Krieg im Kaukasus und Mesut Özil- die Armenierfrage erreicht die Türkei und Deutschland

Krieg im Kaukasus und Mesut Özil- die Armenierfrage erreicht die Türkei und Deutschland

In der Diskriminierungshierarchie türkischer und türkisch-völkischer Nationalisten gibt es noch eine Ethnie, die in der Türkei weit unter den Kurden steht: Die Armenier. Historisch wirkt da der Genozid an den Armeniern nach,der türkischerseits als verunglückter, nicht beabsichtigter Hungermarsch dargestellt wird und vom damaligen Verbündeten des Osmanischen Reichs Deutschland toleriert und teilweise unterstützt wurde. Auch unter Attatürk, der zwar prowestlich und säkular war, aber nichtsdestotrotz ein völkisch-nationalistischer Autokrat und bis heute änderte sich dies nicht. Wann immer es im Ausland eine Resolution zu dem Armeniergenozid gibt, stehen die meisten stolzen Türken in dieser Frage parteiübergreifen zusammen. Im gegenwärtigen Kaukasuskrieg zwischen dem von der Türkei unterstützten Aserbeidschan und dem vom Russland unterstützten Armenien kocht diese Frage nun auch in der Türkei wieder hoch und als Armenier lebt man gefährlich in der Türkei:

„Es sei eine wirklich schreckliche Erfahrung, als Armenier in der Türkei geboren zu sein, schreibt Robert Koptas auf Twitter. „Wir machen diese Erfahrung durch, um verdammt zu sein, und wir nennen es Leben.“ Koptas ist eine der wichtigen Stimmen der Armenier in der Türkei.

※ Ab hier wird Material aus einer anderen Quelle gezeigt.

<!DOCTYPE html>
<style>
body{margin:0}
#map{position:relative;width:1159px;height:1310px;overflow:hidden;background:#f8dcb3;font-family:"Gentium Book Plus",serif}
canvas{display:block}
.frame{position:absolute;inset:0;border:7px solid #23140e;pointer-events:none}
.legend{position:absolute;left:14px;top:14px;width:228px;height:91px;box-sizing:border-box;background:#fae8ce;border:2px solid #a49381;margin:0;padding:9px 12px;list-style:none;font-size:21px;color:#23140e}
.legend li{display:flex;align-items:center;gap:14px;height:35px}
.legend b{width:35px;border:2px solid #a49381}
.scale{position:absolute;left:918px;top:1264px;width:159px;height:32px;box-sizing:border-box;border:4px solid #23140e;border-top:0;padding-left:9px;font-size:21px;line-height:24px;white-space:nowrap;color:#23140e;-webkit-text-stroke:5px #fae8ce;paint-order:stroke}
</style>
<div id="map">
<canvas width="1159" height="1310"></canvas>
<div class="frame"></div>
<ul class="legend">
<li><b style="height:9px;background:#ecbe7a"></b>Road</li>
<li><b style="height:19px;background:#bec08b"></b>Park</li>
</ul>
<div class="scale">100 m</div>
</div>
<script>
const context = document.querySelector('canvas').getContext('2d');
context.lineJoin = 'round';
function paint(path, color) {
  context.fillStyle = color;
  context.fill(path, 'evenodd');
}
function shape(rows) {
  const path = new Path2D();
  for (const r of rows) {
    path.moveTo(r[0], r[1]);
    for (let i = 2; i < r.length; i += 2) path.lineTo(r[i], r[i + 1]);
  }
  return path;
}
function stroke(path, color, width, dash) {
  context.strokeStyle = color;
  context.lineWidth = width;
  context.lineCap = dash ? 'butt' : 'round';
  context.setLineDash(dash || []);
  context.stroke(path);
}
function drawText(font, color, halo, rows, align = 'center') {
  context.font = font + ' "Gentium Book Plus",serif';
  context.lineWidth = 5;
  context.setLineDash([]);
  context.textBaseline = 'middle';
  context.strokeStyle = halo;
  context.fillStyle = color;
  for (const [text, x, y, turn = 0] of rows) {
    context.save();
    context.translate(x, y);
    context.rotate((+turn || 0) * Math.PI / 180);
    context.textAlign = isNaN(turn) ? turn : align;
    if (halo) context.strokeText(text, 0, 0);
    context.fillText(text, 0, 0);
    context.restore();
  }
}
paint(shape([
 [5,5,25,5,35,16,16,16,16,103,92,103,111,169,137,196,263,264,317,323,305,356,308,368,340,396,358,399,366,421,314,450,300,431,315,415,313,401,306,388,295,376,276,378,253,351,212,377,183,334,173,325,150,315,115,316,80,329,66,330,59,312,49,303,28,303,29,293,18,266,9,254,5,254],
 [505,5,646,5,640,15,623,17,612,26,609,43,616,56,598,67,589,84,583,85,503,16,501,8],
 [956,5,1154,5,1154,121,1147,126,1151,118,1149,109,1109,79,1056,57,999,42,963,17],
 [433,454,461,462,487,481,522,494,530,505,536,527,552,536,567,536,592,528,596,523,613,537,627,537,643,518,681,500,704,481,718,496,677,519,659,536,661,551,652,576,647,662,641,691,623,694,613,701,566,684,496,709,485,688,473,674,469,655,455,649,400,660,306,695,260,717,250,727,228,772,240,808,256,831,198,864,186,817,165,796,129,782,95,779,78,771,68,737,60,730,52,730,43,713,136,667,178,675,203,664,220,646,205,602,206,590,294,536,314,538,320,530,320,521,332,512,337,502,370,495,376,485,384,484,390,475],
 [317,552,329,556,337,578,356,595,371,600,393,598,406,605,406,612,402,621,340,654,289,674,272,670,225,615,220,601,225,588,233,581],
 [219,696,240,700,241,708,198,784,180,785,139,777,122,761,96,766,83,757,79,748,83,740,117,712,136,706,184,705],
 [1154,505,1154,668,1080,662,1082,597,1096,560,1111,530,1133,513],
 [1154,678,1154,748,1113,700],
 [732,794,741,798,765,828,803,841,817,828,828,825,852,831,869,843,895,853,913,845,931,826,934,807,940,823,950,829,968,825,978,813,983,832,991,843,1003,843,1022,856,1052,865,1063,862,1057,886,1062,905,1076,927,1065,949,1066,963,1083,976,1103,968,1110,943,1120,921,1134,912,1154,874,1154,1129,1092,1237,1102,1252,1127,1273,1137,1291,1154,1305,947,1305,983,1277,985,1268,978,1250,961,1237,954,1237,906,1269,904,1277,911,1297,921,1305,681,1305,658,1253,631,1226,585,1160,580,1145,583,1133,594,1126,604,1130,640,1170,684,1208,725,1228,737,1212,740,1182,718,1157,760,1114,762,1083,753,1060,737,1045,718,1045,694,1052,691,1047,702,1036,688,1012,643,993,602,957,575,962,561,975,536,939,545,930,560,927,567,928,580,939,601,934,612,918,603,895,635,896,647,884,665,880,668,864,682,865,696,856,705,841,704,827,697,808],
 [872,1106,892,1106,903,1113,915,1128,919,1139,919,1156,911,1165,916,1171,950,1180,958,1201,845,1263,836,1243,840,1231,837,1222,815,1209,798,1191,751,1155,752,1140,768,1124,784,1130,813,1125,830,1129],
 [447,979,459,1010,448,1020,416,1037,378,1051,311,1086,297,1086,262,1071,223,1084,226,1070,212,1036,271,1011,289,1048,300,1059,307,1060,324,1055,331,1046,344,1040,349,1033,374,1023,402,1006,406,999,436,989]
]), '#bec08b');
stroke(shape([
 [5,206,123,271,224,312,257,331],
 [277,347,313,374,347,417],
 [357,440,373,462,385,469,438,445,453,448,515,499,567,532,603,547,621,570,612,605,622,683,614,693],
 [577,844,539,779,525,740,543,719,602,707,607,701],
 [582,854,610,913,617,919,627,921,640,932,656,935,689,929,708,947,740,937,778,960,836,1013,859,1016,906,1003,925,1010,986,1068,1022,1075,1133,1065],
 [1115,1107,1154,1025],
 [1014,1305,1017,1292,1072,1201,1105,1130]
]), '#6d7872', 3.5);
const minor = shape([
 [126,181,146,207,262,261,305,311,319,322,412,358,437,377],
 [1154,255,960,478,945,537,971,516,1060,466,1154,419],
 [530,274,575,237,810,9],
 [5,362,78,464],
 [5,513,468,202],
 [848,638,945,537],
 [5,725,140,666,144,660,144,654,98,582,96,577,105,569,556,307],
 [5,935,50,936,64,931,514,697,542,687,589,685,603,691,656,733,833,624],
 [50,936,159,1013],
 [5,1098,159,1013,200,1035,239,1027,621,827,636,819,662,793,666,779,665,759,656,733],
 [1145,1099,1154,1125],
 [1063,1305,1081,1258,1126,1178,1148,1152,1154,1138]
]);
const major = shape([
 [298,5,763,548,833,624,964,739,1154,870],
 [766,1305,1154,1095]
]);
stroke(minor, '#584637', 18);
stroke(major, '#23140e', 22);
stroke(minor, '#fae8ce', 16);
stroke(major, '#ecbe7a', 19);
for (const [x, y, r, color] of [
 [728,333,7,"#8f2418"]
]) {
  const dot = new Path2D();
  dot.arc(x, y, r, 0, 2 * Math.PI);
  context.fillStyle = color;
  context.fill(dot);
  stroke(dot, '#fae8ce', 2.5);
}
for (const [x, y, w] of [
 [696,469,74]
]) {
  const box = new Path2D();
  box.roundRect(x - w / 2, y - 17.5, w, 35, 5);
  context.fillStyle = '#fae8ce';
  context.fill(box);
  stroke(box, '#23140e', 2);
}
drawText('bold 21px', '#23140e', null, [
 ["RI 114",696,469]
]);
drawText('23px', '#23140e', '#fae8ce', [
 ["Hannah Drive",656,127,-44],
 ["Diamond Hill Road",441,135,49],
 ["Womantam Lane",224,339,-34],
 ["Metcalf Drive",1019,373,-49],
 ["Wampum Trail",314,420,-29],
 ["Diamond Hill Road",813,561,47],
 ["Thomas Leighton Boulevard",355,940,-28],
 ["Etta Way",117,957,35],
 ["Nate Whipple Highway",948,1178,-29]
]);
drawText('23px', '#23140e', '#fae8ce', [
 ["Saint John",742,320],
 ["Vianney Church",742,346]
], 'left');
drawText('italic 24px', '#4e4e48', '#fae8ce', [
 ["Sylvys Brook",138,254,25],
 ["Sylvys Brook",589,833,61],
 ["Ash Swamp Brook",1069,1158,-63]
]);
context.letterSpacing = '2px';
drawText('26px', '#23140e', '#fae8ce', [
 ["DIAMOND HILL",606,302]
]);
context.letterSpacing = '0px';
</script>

Und aktuell klingt er erschöpft. Er sei „sehr müde, traurig, verärgert und wütend“, schreibt er weiter. Der 1972 in Istanbul geborene Koptas war von 2010 bis 2015 Chefredakteur der in Istanbul erscheinenden armenischen Zeitung „Agos“, die der 2007 von einem türkischen Nationalisten ermordete Hrant Dink gegründet hatte. Auch sein Nachfolger Yetvart Danzikyan beklagt die aktuelle Situation. Wann immer, wie jetzt, ein Konflikt zwischen Aserbaidschan und Armenien ausbreche oder ein Parlament in der Welt eine Resolution zum Genozid an den Armeniern verabschiede, stünden die Armenier in der Türkei im Scheinwerferlicht – und unter ihnen gehe die Angst um.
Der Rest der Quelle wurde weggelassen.